Exercise requirements: Restate word for word every line from the one containing "le bon berger</span>" to the last line of the records below.

........

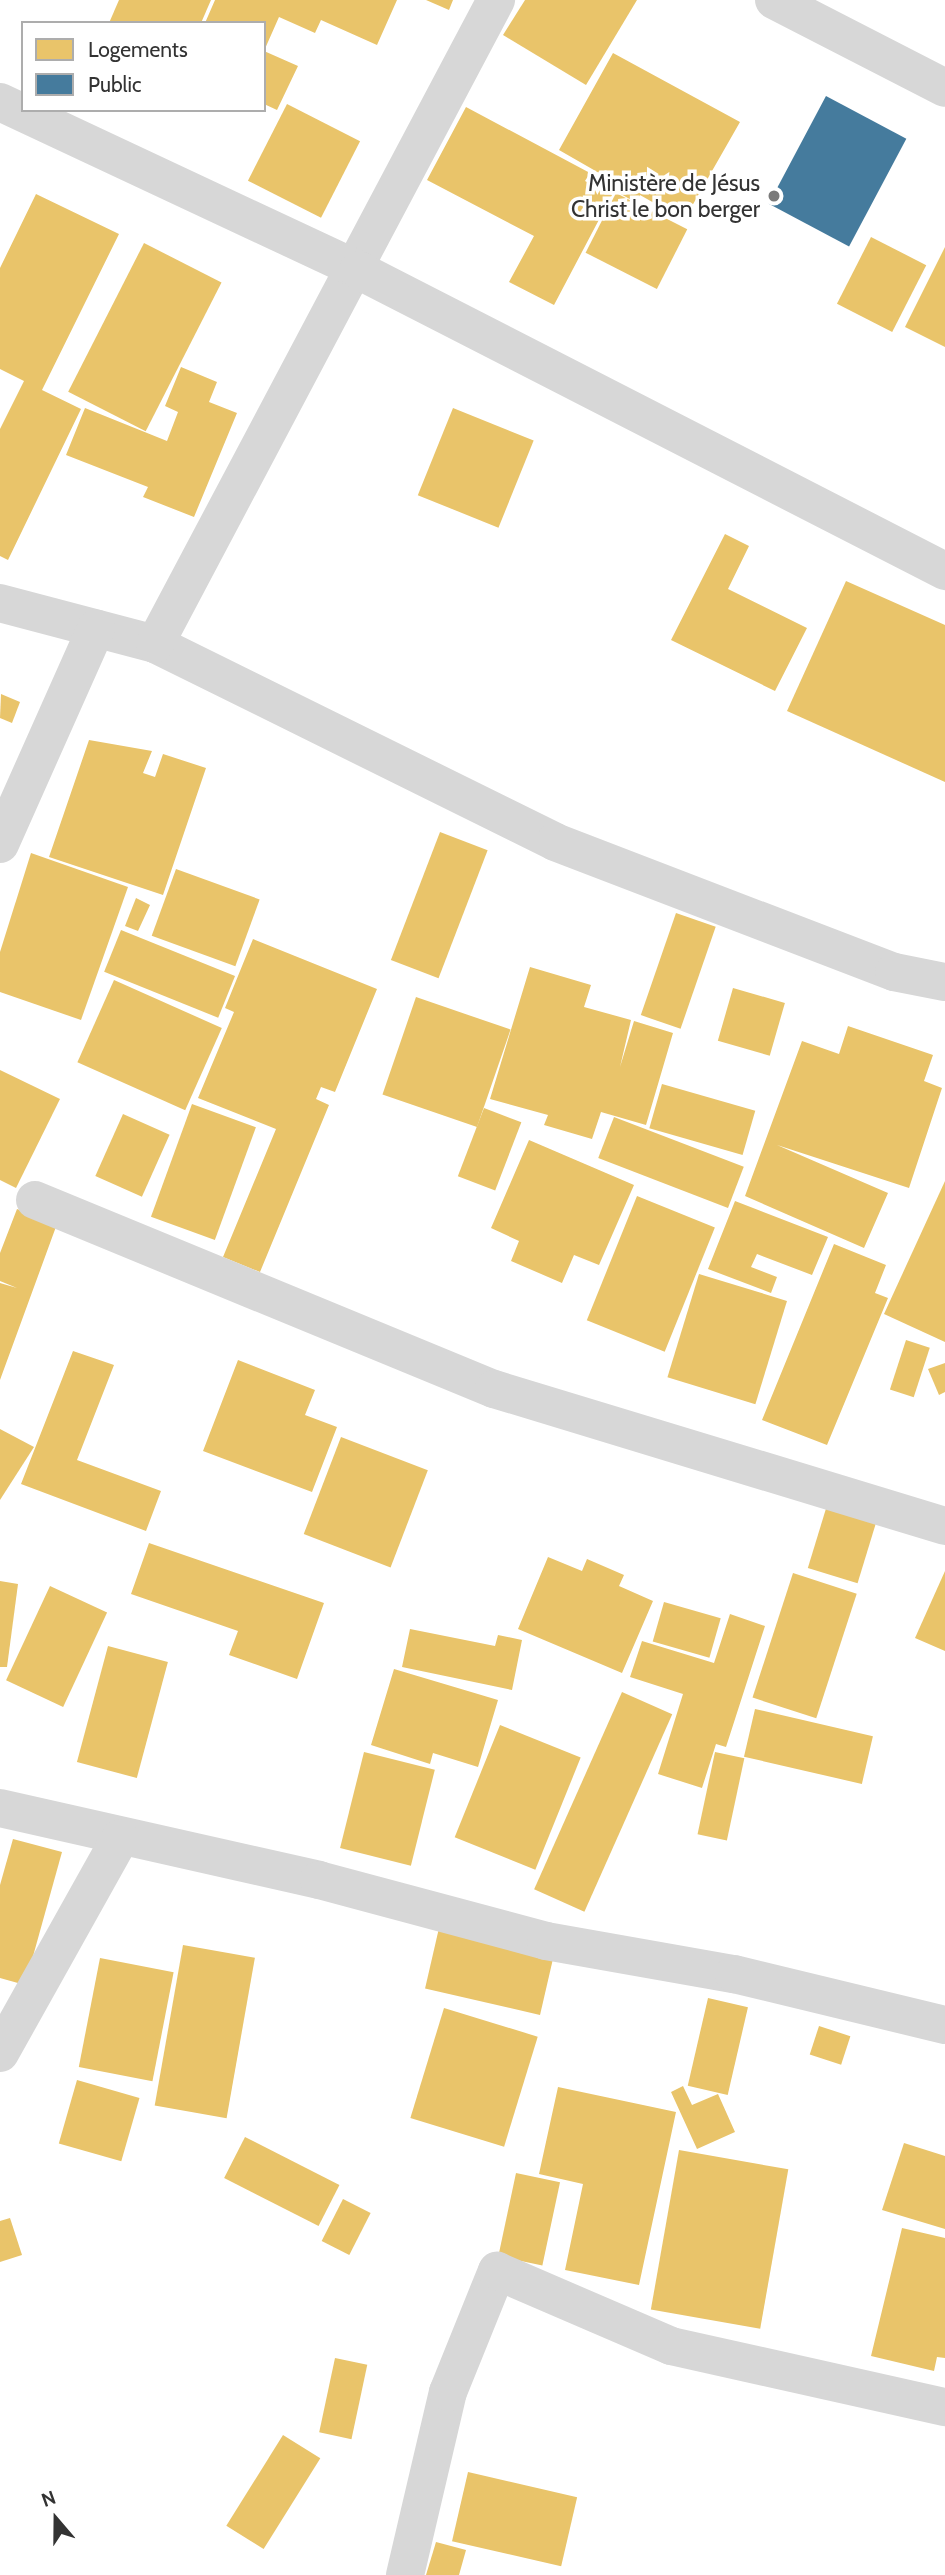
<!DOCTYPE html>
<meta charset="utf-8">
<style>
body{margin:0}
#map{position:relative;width:945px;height:2575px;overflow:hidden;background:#fff;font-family:Cabin,sans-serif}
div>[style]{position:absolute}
.homes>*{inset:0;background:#e9c46a;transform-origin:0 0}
.public>*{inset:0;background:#457b9d;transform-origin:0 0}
.minor>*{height:38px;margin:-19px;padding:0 19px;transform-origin:19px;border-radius:19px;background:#d7d7d7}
.tertiary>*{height:38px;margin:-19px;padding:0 19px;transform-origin:19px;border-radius:19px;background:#d7d7d7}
.dots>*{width:19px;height:19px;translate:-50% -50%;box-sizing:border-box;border:4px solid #fff;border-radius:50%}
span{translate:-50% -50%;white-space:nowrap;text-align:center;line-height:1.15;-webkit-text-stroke:7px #fff;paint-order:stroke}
.poi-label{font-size:23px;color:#333}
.right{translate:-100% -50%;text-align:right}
.legend{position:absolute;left:21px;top:21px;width:245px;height:91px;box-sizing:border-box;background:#fff;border:2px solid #adadad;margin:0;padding:9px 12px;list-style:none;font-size:21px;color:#333}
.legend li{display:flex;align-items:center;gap:14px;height:35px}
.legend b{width:35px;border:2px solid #adadad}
.north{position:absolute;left:21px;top:2484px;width:70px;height:70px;-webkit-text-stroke:5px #fff;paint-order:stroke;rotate:340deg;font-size:19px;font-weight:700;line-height:28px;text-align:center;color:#333}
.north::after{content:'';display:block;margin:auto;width:24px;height:32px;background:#333;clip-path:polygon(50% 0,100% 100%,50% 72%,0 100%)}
</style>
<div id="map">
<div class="homes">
<i style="clip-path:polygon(119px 0,211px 0,201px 23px,109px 23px)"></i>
<i style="clip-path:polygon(215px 0,397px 0,377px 45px,321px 20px,315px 33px,279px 17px,264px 51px,298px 66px,277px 110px,264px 104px,264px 23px,205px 23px)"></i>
<i style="clip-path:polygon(426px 0,453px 0,449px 10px)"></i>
<i style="clip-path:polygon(525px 0,637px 0,586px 85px,503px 35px)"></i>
<i style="clip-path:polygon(613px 53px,740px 122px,684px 220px,640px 195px,635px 202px,610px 188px,613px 181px,559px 150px)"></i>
<i style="left:287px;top:104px;width:82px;height:86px;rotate:27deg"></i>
<i style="clip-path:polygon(466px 107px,590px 173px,585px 181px,612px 195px,554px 305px,509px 282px,534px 236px,427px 180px)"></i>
<i style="left:616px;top:193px;width:80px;height:67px;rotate:27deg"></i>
<i style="clip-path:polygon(36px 194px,119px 234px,42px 390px,81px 409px,8px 560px,0 556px,0 429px,24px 381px,0 369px,0 268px)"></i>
<i style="left:871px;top:237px;width:62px;height:75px;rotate:27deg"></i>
<i style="left:144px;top:243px;width:87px;height:167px;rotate:27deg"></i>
<i style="clip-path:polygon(945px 247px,945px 347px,905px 327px)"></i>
<i style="clip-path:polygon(181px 367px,217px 382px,209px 402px,237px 413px,194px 517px,143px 497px,148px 487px,66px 455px,85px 408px,167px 441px,178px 412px,165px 406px)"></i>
<i style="left:453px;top:408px;width:87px;height:94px;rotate:22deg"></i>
<i style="clip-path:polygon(725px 534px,749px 546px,728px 589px,807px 628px,775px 691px,671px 640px)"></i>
<i style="clip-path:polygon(846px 581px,945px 625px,945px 782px,787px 711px)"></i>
<i style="clip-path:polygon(1px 694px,20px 702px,12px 723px,0 718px)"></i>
<i style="clip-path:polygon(89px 740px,152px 751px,143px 773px,155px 777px,163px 754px,206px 768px,163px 895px,49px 857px)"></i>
<i style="left:440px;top:832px;width:51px;height:137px;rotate:21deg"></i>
<i style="clip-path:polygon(31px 853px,128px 887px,81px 1020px,0 992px,0 952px)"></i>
<i style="left:176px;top:869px;width:89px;height:71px;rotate:20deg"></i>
<i style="clip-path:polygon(136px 898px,150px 905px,138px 931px,125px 926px)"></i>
<i style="left:676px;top:913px;width:42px;height:108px;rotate:19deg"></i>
<i style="left:121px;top:930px;width:123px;height:45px;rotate:22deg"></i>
<i style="clip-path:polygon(253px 939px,377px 989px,335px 1092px,321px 1087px,316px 1099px,329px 1105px,260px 1272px,223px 1257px,276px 1129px,198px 1098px,234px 1012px,225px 1008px)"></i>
<i style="clip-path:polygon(530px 967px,591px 985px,584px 1007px,631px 1020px,620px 1067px,634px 1021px,673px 1033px,646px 1125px,601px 1112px,592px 1139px,544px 1125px,548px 1115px,490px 1099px)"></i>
<i style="left:114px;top:980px;width:118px;height:90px;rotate:24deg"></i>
<i style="left:733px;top:988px;width:54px;height:55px;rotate:16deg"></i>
<i style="left:416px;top:997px;width:100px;height:103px;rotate:19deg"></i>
<i style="clip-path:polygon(848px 1026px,933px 1055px,924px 1081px,942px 1088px,909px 1188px,777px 1145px,888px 1193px,864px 1248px,745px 1196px,802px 1041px,839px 1054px)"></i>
<i style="clip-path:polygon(0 1070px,60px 1099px,16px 1188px,0 1180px)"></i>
<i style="left:662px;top:1084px;width:97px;height:46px;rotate:16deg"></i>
<i style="left:192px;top:1104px;width:68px;height:120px;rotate:20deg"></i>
<i style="left:484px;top:1108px;width:40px;height:73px;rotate:21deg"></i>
<i style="left:123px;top:1114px;width:51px;height:68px;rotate:24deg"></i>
<i style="left:614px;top:1117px;width:139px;height:44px;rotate:21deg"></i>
<i style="clip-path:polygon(529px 1140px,634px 1185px,599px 1265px,574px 1255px,562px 1283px,511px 1261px,519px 1241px,491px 1228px)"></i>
<i style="clip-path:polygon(945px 1181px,945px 1342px,884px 1314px)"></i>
<i style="left:637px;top:1196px;width:84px;height:134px;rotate:22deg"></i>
<i style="clip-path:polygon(735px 1201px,828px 1237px,812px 1275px,757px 1254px,751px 1267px,777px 1277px,771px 1293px,708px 1269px)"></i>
<i style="clip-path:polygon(17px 1209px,57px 1224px,0 1380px,0 1283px,17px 1288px,0 1281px,0 1253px)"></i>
<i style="clip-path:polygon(834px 1244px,886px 1265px,875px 1293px,888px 1298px,827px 1445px,762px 1420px)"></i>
<i style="left:699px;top:1274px;width:92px;height:108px;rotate:17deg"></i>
<i style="left:906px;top:1340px;width:25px;height:52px;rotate:18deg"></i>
<i style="clip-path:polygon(73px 1351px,114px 1365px,77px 1460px,161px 1491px,146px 1531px,21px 1484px)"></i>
<i style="clip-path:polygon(238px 1360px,315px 1390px,305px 1415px,337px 1427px,312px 1492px,203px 1451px)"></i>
<i style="clip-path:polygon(945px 1363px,945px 1392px,939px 1395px,928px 1369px)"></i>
<i style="clip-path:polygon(0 1429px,34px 1447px,0 1500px)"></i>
<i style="left:341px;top:1437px;width:93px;height:104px;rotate:21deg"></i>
<i style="left:828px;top:1502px;width:52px;height:69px;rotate:17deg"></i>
<i style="clip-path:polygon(149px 1543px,324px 1603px,297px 1679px,229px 1655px,238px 1631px,131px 1594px)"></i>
<i style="clip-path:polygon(548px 1557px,582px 1571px,587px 1559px,624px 1575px,619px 1586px,653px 1601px,622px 1673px,518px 1629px)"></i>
<i style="clip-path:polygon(945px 1571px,945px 1651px,915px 1638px)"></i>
<i style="left:793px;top:1573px;width:67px;height:131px;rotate:18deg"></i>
<i style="clip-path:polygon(0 1581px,18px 1584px,7px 1667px,0 1667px)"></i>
<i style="left:50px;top:1586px;width:63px;height:104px;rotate:25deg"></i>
<i style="left:664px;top:1602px;width:59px;height:41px;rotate:16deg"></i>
<i style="clip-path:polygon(730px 1614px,765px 1626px,726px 1747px,716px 1744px,702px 1788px,658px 1774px,683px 1694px,630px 1677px,642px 1641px,714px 1663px)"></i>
<i style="clip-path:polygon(410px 1629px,495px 1646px,498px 1635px,522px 1640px,512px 1690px,402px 1667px)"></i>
<i style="left:108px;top:1646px;width:62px;height:120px;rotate:15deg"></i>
<i style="clip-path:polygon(394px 1669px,498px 1700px,478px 1767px,433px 1753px,430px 1764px,371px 1745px)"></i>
<i style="left:622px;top:1692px;width:55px;height:216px;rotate:24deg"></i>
<i style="left:755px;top:1709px;width:121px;height:49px;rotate:13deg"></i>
<i style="left:500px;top:1725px;width:87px;height:121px;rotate:22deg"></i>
<i style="left:364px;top:1752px;width:73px;height:99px;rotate:14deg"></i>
<i style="left:715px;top:1752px;width:30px;height:84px;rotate:12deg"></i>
<i style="clip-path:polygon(13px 1839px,62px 1852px,25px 1985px,0 1978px,0 1885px)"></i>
<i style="left:439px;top:1928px;width:118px;height:62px;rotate:13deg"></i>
<i style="left:183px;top:1945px;width:73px;height:163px;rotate:10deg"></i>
<i style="left:100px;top:1958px;width:75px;height:111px;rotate:11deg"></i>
<i style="left:708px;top:1998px;width:41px;height:90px;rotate:13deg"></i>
<i style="left:444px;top:2008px;width:98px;height:115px;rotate:17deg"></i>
<i style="left:819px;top:2026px;width:33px;height:30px;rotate:18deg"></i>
<i style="left:77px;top:2080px;width:65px;height:66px;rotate:16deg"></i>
<i style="clip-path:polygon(683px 2086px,692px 2105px,718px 2094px,735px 2132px,697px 2149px,671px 2092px)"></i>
<i style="clip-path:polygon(558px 2087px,676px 2112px,639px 2285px,565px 2270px,583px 2184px,539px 2174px)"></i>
<i style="left:245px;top:2137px;width:106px;height:46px;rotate:27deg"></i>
<i style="clip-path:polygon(904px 2143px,945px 2156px,945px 2229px,882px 2210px)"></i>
<i style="left:679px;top:2150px;width:111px;height:162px;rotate:10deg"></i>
<i style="left:516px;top:2173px;width:45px;height:85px;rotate:12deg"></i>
<i style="left:343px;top:2199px;width:31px;height:47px;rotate:27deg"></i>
<i style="clip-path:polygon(10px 2218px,22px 2255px,0 2262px,0 2221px)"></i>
<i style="clip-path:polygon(902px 2228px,945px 2238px,945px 2358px,937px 2357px,934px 2371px,871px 2356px)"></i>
<i style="left:335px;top:2358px;width:33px;height:76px;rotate:12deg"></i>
<i style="left:283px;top:2435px;width:44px;height:107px;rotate:32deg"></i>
<i style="left:468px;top:2472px;width:112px;height:71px;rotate:13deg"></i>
<i style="clip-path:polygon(436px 2542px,466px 2550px,459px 2575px,426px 2575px)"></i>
</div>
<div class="public">
<i style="left:826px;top:96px;width:91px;height:122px;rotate:28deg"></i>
</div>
<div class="minor">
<i style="left:774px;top:0;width:192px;rotate:27.2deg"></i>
<i style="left:0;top:603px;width:160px;rotate:14.8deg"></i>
<i style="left:155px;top:644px;width:446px;rotate:26.3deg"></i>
<i style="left:555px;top:842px;width:363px;rotate:21deg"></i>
<i style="left:894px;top:972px;width:52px;rotate:11.1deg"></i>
<i style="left:155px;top:644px;width:729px;rotate:-62.1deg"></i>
<i style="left:0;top:844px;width:236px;rotate:-66deg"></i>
<i style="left:35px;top:1200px;width:496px;rotate:22.4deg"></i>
<i style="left:494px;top:1389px;width:471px;rotate:16.9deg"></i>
<i style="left:0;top:1808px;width:327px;rotate:12.7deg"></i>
<i style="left:319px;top:1880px;width:235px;rotate:15deg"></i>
<i style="left:546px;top:1941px;width:191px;rotate:10deg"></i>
<i style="left:734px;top:1974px;width:217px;rotate:13.6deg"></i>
<i style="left:0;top:2053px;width:246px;rotate:-60.8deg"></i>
<i style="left:405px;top:2575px;width:188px;rotate:-76.8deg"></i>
<i style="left:448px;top:2392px;width:131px;rotate:-68deg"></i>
<i style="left:497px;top:2271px;width:189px;rotate:23.3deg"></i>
<i style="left:671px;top:2346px;width:281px;rotate:12.6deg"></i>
</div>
<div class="tertiary">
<i style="left:0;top:102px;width:395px;rotate:25.1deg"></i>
<i style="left:358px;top:270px;width:660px;rotate:27.15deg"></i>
</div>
<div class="dots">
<i style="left:774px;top:196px;background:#7a7a7a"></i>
</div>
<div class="poi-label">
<span class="right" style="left:760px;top:196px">Ministère de Jésus<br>Christ le bon berger</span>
</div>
<ul class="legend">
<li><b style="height:19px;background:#e9c46a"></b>Logements</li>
<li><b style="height:19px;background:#457b9d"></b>Public</li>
</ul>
<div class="north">N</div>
</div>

........

The completed task:
<span class="right" style="left:760px;top:196px">Ministère de Jésus<br>Christ le bon berger</span>
</div>
<ul class="legend">
<li><b style="height:19px;background:#e9c46a"></b>Logements</li>
<li><b style="height:19px;background:#457b9d"></b>Public</li>
</ul>
<div class="north">N</div>
</div>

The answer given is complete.